- **Exercise**: Given the entries that follow, write out exactly the lines starting at the one containing "function fill(path, color)" and ending at the one containing "M520 0H531V60L523 38 525 31 524 13Z", both ends included, and only those.

- **Exercise input**:
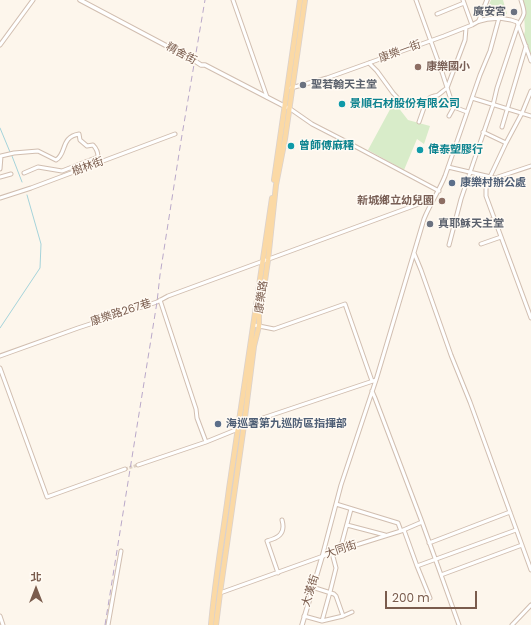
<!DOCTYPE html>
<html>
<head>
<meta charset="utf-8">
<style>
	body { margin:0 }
	#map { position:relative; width:531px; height:625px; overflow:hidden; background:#fdf6ec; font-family:Poppins,"Noto Sans TC",sans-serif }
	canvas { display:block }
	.north { position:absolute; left:16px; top:569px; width:40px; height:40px; -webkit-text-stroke:3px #fffaf3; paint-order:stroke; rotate:0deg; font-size:11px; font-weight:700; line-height:16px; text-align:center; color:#7a5c4d }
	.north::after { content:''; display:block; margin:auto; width:14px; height:18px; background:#7a5c4d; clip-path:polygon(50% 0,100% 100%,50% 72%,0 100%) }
	.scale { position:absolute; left:385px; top:591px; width:92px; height:18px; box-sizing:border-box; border:2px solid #7a5c4d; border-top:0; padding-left:5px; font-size:12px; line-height:14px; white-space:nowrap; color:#7a5c4d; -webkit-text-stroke:3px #fffaf3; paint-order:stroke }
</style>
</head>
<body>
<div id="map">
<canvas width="531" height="625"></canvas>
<div class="north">北</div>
<div class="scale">200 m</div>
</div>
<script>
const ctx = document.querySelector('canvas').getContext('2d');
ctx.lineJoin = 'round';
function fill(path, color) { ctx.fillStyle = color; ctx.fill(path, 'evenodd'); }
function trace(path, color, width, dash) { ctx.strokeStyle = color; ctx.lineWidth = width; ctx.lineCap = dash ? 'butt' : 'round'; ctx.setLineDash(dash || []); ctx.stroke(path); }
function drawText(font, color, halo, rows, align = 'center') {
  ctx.font = font + ' Poppins,"Noto Sans TC",sans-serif'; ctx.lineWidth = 3; ctx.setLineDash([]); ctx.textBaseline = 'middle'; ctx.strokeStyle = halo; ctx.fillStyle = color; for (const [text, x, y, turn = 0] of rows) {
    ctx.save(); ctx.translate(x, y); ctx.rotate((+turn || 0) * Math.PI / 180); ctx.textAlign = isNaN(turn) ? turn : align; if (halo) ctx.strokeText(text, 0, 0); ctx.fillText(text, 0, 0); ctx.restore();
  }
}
fill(new Path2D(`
	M491 0H503L507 14 484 17Z
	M520 0H531V60L523 38 525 31 524 13Z
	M394 102 408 120 430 126 424 144 417 139 404 170 368 150Z`), '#d8ecc9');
trace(new Path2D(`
	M0 128 10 152
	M12 156 22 182
	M0 328 40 268 41 244 27 195`), '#a5d3da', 1);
trace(new Path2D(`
	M125 469 138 465`), '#dcd0c4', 3, [3, 1.5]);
const minor = new Path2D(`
	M233 0 267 97
	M416 0 442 72 453 106 454 107 467 112
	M463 0 472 25
	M437 14 464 3
	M0 45 33 0
	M369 63 377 71 393 93 406 107 426 102C430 96 432 97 438 95 441 93 444 90 447 88
	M291 88 327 78 444 36 472 25 479 21
	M447 88 465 40 466 28
	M531 91 522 113 506 143 490 177 486 189V196L531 318
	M472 98 531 116
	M289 108 312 124 347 142 439 191
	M449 116 454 107
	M419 122 426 102
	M502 127 526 46
	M483 132 506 143
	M448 167 495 178 531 166
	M0 169 1 156 14 153 38 151 56 160C67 154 60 137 79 134L80 140 87 146 93 145C96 148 98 153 98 157L62 171 38 167 24 173
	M0 177 11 174
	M0 198 31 188 175 134
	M477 225 494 219
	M481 244 501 237
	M449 245 461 199 493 105 497 88 518 25C526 13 525 13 521 0
	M414 253 421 270 451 355 470 402 531 570
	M160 300 196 409 197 418 206 442
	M254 325 274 329 345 304 372 381
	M0 356 78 328 157 302 168 296 427 201H432
	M0 368 47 497 125 469
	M372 391 375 398 422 522 459 625
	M138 465 206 442 238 429 244 425 257 420 376 380
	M336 504 398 523 401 531
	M347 525 385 535
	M404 530 417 566 430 598
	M429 543 510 512
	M340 550 351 509
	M322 557 341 485 376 380 424 219C430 204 439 191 445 176L480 75 490 51 499 18 511 20 517 22 531 61
	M417 566 516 530
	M278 573 267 541C278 538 286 534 282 520
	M441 575 522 545
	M312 587 334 594 336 596 342 613 343 616
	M220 593 340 550 401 531 422 522
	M0 616 3 625
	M304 616 322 621 343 616 352 612
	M322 621 330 592 336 568 332 553
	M108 625 121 551
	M512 625 531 605`);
const tertiary = new Path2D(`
	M80 0 195 61 201 65H205L286 107
	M479 21 487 0
	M479 21 487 19 499 18
	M302 625 322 557`);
const primary = new Path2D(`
	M274 180 300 0
	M211 625C215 579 223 535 229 489 243 392 258 295 272 198
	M216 625 220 593 244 425 254 346 259 326V313L261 308 268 260 276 185 285 139 305 0`);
trace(minor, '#d1beb0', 5);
trace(tertiary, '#d1beb0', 5.5);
trace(primary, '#dad1cd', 6);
trace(minor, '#fff', 3);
trace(tertiary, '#fff', 3.5);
trace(primary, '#fbd9a5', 4.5);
trace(new Path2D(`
	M105 625 157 302 160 275 181 141 205 0`), '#b9a8c9', 1, [6, 4]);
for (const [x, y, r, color] of [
	[514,12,4,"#6b7280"],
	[418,67,4,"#8d6e63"],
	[303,85,4,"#6b7280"],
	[342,104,4,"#0f9aa8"],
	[291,146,4,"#0f9aa8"],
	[420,150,4,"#0f9aa8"],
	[452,183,4,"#5c6f8a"],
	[442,201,4,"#8d6e63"],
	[430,224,4,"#6b7280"],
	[218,424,4,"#5c6f8a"]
]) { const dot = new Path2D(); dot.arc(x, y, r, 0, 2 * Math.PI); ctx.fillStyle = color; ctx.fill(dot); trace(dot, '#fffaf3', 1.5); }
drawText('bold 11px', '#5b616d', '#fffaf3', [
	["廣安宮",506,12,"right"],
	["聖若翰天主堂",311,85],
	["真耶穌天主堂",438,224]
], 'left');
drawText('11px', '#7a5c4d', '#fffaf3', [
	["康樂一街",400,52,-20],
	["精舍街",181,54,29],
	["樹林街",88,167,-20],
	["康樂路",262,297,-81],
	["康樂路267巷",121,313,-18],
	["大同街",341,550,-18],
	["大漢街",311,591,-73]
]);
drawText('bold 11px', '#785e54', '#fffaf3', [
	["康樂國小",426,67],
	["新城鄉立幼兒園",434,201,"right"]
], 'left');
drawText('bold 11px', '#0d838f', '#fffaf3', [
	["景順石材股份有限公司",350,104],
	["曾師傅麻糬",299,146],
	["偉泰塑膠行",428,150]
], 'left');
drawText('bold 11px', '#4e5e75', '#fffaf3', [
	["康樂村辦公處",460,183],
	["海巡署第九巡防區指揮部",226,424]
], 'left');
</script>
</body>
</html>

- **The completed task**:
function fill(path, color) { ctx.fillStyle = color; ctx.fill(path, 'evenodd'); }
function trace(path, color, width, dash) { ctx.strokeStyle = color; ctx.lineWidth = width; ctx.lineCap = dash ? 'butt' : 'round'; ctx.setLineDash(dash || []); ctx.stroke(path); }
function drawText(font, color, halo, rows, align = 'center') {
  ctx.font = font + ' Poppins,"Noto Sans TC",sans-serif'; ctx.lineWidth = 3; ctx.setLineDash([]); ctx.textBaseline = 'middle'; ctx.strokeStyle = halo; ctx.fillStyle = color; for (const [text, x, y, turn = 0] of rows) {
    ctx.save(); ctx.translate(x, y); ctx.rotate((+turn || 0) * Math.PI / 180); ctx.textAlign = isNaN(turn) ? turn : align; if (halo) ctx.strokeText(text, 0, 0); ctx.fillText(text, 0, 0); ctx.restore();
  }
}
fill(new Path2D(`
	M491 0H503L507 14 484 17Z
	M520 0H531V60L523 38 525 31 524 13Z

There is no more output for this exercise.